You can also add your own upscale models to SD.NEXT in the directories below:

  • ESRGAN
  • LDSR
  • SCUNet
  • SwinIR
  • RealESRGAN
  • chaiNNer


You can find these directories in `.\*Your SD.NEXT directory*\models`

Most used

General:

  • Ultrasharp 4x
  • RealESRGAN 4x+

Anime:

  • Animesharp 4x
  • RealESRGAN 4x+ Anime6B



Samplers

Introduction

To produce an image, Stable Diffusion first generates a completely random image in the latent space. The noise predictor then estimates the noise of the image. The predicted noise is subtracted from the image. This process is repeated a dozen times. In the end, you get a clean image.

This denoising process is called sampling because Stable Diffusion generates a new sample image in each step. The method used in sampling is called the sampler or sampling method.

For more information you can click on the links below:

Both guides explain in detail several different samplers and their capabilities along with their advantages and disadvantages and the appropiate amount of steps you should use with each sampler.

Below is a screenshot of all the samplers SD.Next provides:




PAG

Introduction

PAG or Pertubed Attention Guidance is like a modern/better version of CFG scale, although less universal as it cannot be applied in all circumstances. If it's applied, it will be added to image metadata and you'll see it in the log as StableDiffusionPAGPipeline.

You can find more information about PAG by clicking on this.

Usage

You can enable PAG by setting the attention guidance slider above 0. The attention guidance slider is located in the advanced tab of the image generation settings.




Interrogate

Introduction

Interrogation, or captioning helps us refine the prompts we use, enabling us to see how the AI system tags and classifies, and what terms it uses. By looking at these we can further refine our images to attain the concept we have in mind, or remove them via negative prompts.

Usage

You can find the interrogate option on the process tab under "Interrogate image" or "Interrogate batch" if you want to interrogate a batch of images, then select the CLIP Model you want to use to interrogate the image(s).




Face script

Introduction

SD.NEXT's face script is used for 4 different face scripts:

Usage

FaceID

First select your desired FaceID model and then upload a good picture of the desired face.

Strength: How much the script should be applied to the image.
Structure: How much similarity there is between the uploaded image and the generated image.

FaceSwap

You only have to upload a good picture of the desired face.

InstantID

Add an input image with a good picture of the desired face. Strength: How much the script should be applied to the image.
Control: How much similarity there is between the uploaded image and the generated image.

PhotoMaker

Add an input image with a good picture of the desired face.
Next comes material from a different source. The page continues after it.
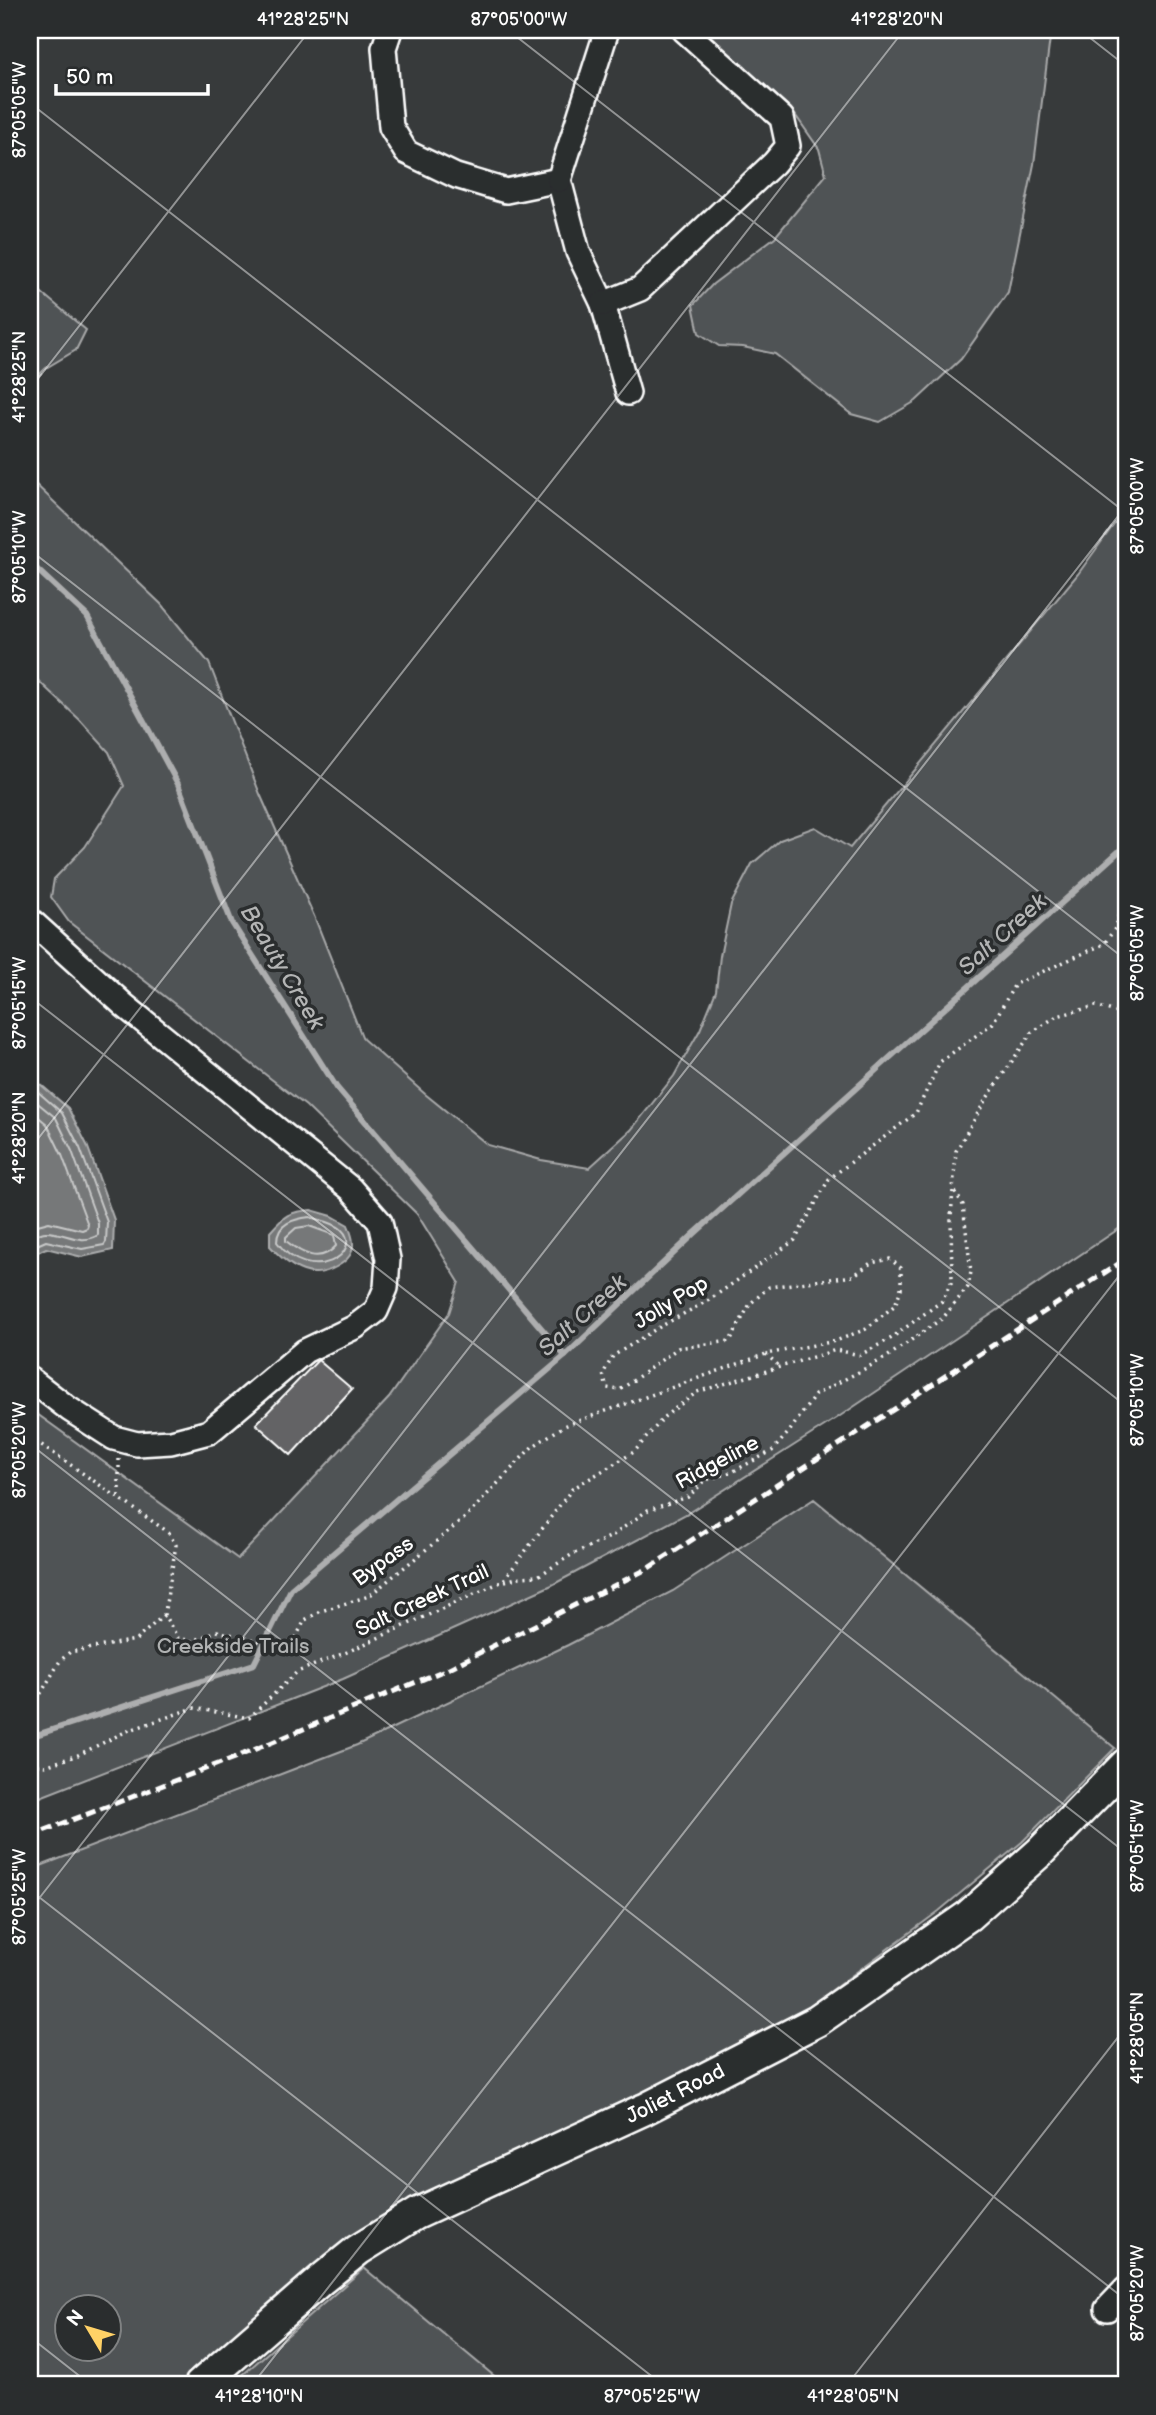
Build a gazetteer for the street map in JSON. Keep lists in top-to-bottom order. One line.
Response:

Strength: How much the script should be applied to the image.
Start: When the script should be activated during the image generation process.




VAE

Introduction

VAE or Variational Auto Encoder encodes an image into a latent space, which is a lower-dimensional representation of the image. The latent space is then decoded into a new image, which is typically of higher quality than the original image.

There are two main types of VAEs that can be used with Stable Diffusion: exponential moving average (EMA) and mean squared error (MSE). EMA is generally considered to be the better VAE for most applications, as it produces images that are sharper and more realistic. MSE can be used to produce images that are smoother and less noisy, but it may not be as realistic as images generated by EMA.

Usage

You can change the VAE in the settings in "Execution & Models".

You can add the VAE's in .\*Your SD.NEXT directory*\models\VAE.




CFG scale

Introduction

the CFG scale (classifier-free guidance scale) or guidance scale is a parameter that controls how much the image generation process follows the text prompt. The higher the value, the more the image sticks to a given text input.

But this does not mean that the value should always be set to maximum, as more guidance means less diversity and quality.

Usage

Simply use the CFG scale slider in the image generation settings.




Live Preview

Introduction

The live preview feature allows you to see the image before it is fully generated, so in other words you can see the progress of the image while it is generating.

Usage

You can modify the live preview settings to your liking in settings > Live Previews.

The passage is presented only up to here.